La violenza brutale sul corpo delle donne irrompe spesso nella cronaca quotidiana. Arriva come un uragano, spazza via ogni sicurezza. Annienta la nostra serenità. Siamo tutte potenziali vittime.

Vorrei non sapere più niente di come e quanto hanno sofferto Paola e Giulia. Ciò che ho letto è già troppo da sopportare, per me che non le conoscevo. Figuriamoci per le loro famiglie.

Poi c’è un’ultima donna nella storia di Giulia a cui penso e ripenso in queste ore. Forse un’altra potenziale vittima, 23 anni, italo inglese. Era l’altra fidanzata di Alessandro Impagnatiello che ha mentito ad entrambe, le ha manipolate, circuite, al punto da metterle incinta tutte e due.

La ventitreenne però lo scopre.
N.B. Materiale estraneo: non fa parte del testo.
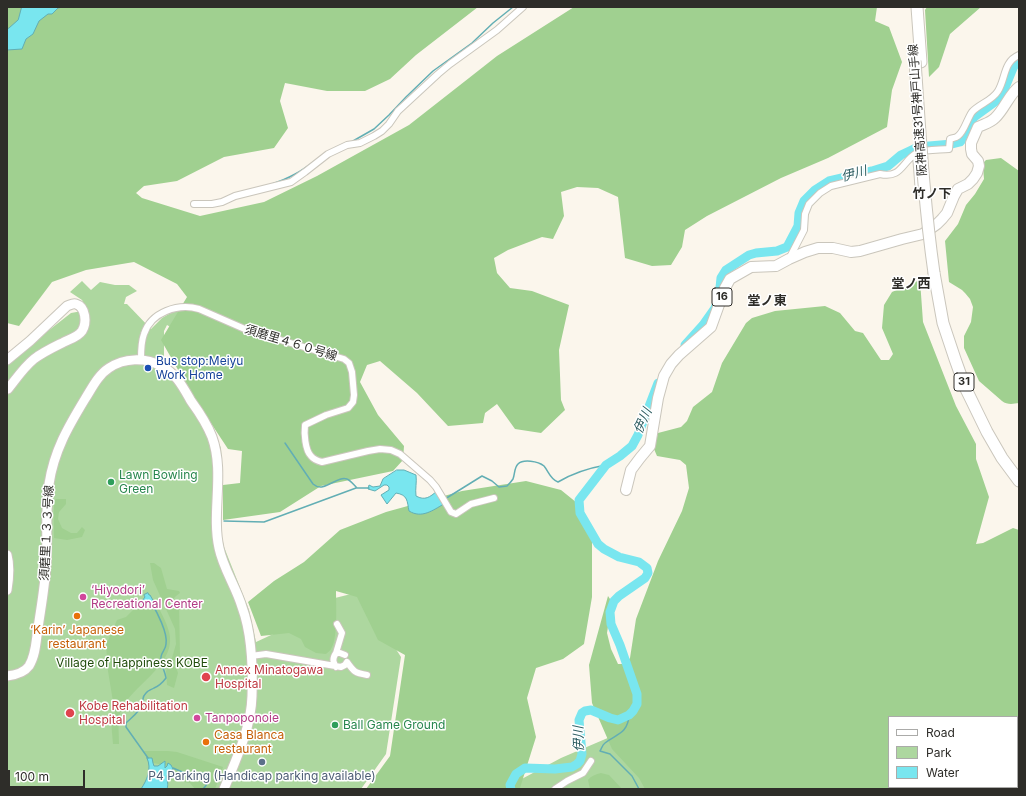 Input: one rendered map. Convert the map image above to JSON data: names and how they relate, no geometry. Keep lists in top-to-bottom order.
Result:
{
  "streets": {
    "highway": ["阪神高速31号神戸山手線", "31"],
    "main road": ["16"],
    "street": ["須磨里４６０号線", "須磨里１３３号線"]
  },
  "crossings": [
    ["須磨里４６０号線", "須磨里１３３号線"]
  ],
  "districts": ["竹ノ下", "堂ノ西", "堂ノ東"],
  "water": ["伊川"],
  "parks": ["Village of Happiness KOBE"],
  "places": [
    "Bus stop:Meiyu Work Home",
    "Lawn Bowling Green",
    "‘Hiyodori’ Recreational Center",
    "‘Karin’ Japanese restaurant",
    "Annex Minatogawa Hospital",
    "Kobe Rehabilitation Hospital",
    "Tanpoponoie",
    "Ball Game Ground",
    "Casa Blanca restaurant",
    "P4 Parking (Handicap parking available)"
  ],
  "legend": ["Road", "Park", "Water"],
  "scale_bar": "100 m"
} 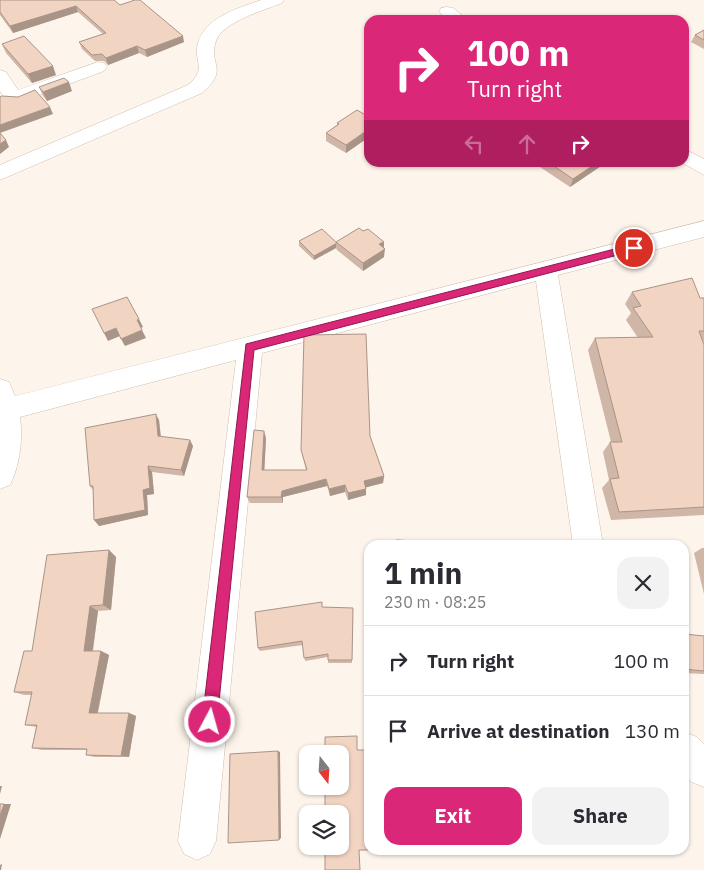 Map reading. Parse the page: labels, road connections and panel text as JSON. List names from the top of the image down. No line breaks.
{"north":"bottom","page":{"turn":["100 m","Turn right"],"heading":["1 min","230 m · 08:25"],"list":[{"name":"Turn right","value":"100 m"},{"name":"Arrive at destination","value":"130 m"}],"buttons":["Exit","Share"]}} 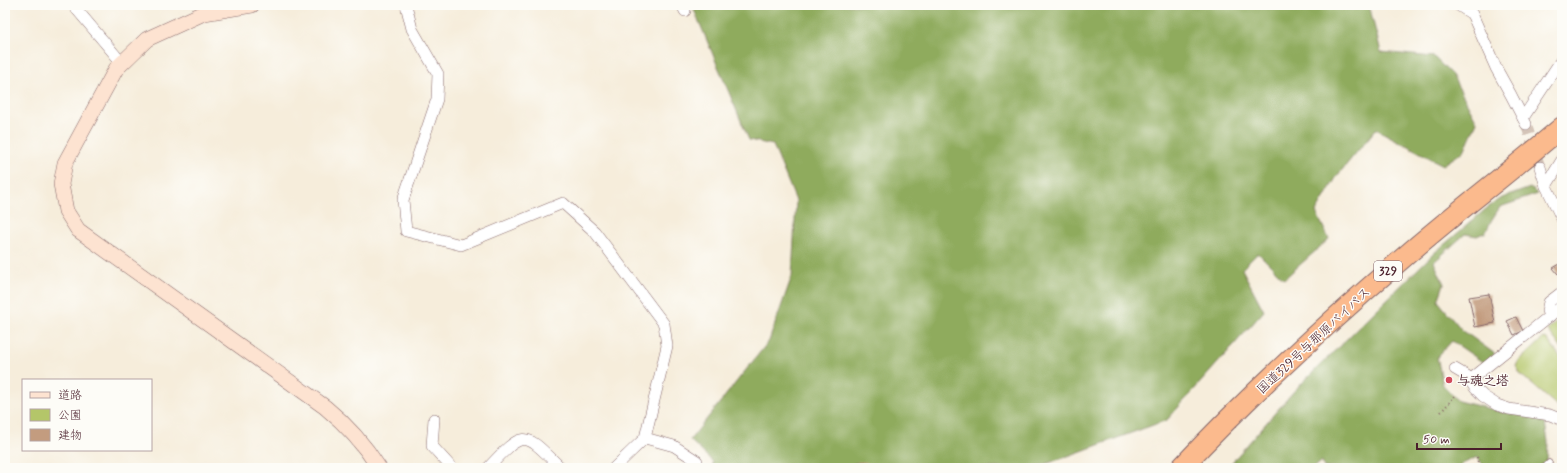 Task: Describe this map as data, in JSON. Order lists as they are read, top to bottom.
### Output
{
  "streets": {
    "highway": ["329", "国道329号与那原バイパス"]
  },
  "places": ["与魂之塔"],
  "legend": ["道路", "公園", "建物"],
  "scale_bar": "50 m"
}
Agisce. Cerca Giulia, si incontrano. Di Impagnatiello non si fida più. E quando Giulia scompare, chiama la sorella e poi di nuovo Impagnatiello. Consegna i suoi sospetti ai carabinieri. Ma per Giulia ormai è tardi. È morta, è nella vasca cosparsa di benzina. E quando Impagnatiello dopo averla accoltellata e tentato di bruciare sempre dal telefono di Giulia invia dei messaggi all’altra per depistare anche lei, la ragazza non gli crede. Se lo ritrova fuori dalla porta di casa. Vuole entrare, lei non gli apre. È salva. Se avesse aperto?

Ed è riflettendo su lei che sto cercando la mia opinione sulla frase scritta da Annalisa Cuzzocrea, vicedirettrice de La Stampa: “Dobbiamo insegnare alle ragazze come salvarsi finché quel lavoro profondo affinché un uomo impari che non può avere tutto non sia completato”.

Sì, io penso che capire come “salvarsi” sia importante tanto quanto scardinare il “modello socio-culturale patriarcale, in cui la donna occupa una posizione di subordinazione, divenendo soggetto discriminabile, violabile, uccidibile”.

Sono madre di un futuro uomo. Sento una grande responsabilità. Il mio compito va ben oltre quello di insegnargli che le donne vanno rispettate. Non tutto dipenderà da me. Dobbiamo rimuovere completamente la violenza dalla società, dalle relazioni, anche la violenza verbale va estirpata.

La procuratrice aggiunta di Milano, in conferenza stampa ha detto “donne, non andate mai all’ ultimo incontro“, non è una frase che giustifica né che sposta l’attenzione dal carnefice alla vittima.

Il carnefice è l’assassino, la vittima non ha alcuna colpa.

“Capire come salvarsi” non esclude tutto il resto: l’educazione sentimentale e sessuale nelle scuole, il riconoscimento e rispetto dei diritti e della parità di genere, il potenziamento dei centri antiviolenza, la cultura e il diritto all’assistenza psicologica per tutti, l’eliminazione di ogni forma di discriminazione, la demolizione del machismo e del potere maschilista. Il cammino è però ancora lungo. Nel frattempo imparare a salvarsi a riconoscere, sin da piccole, i campanelli d’allarme non mi scandalizza.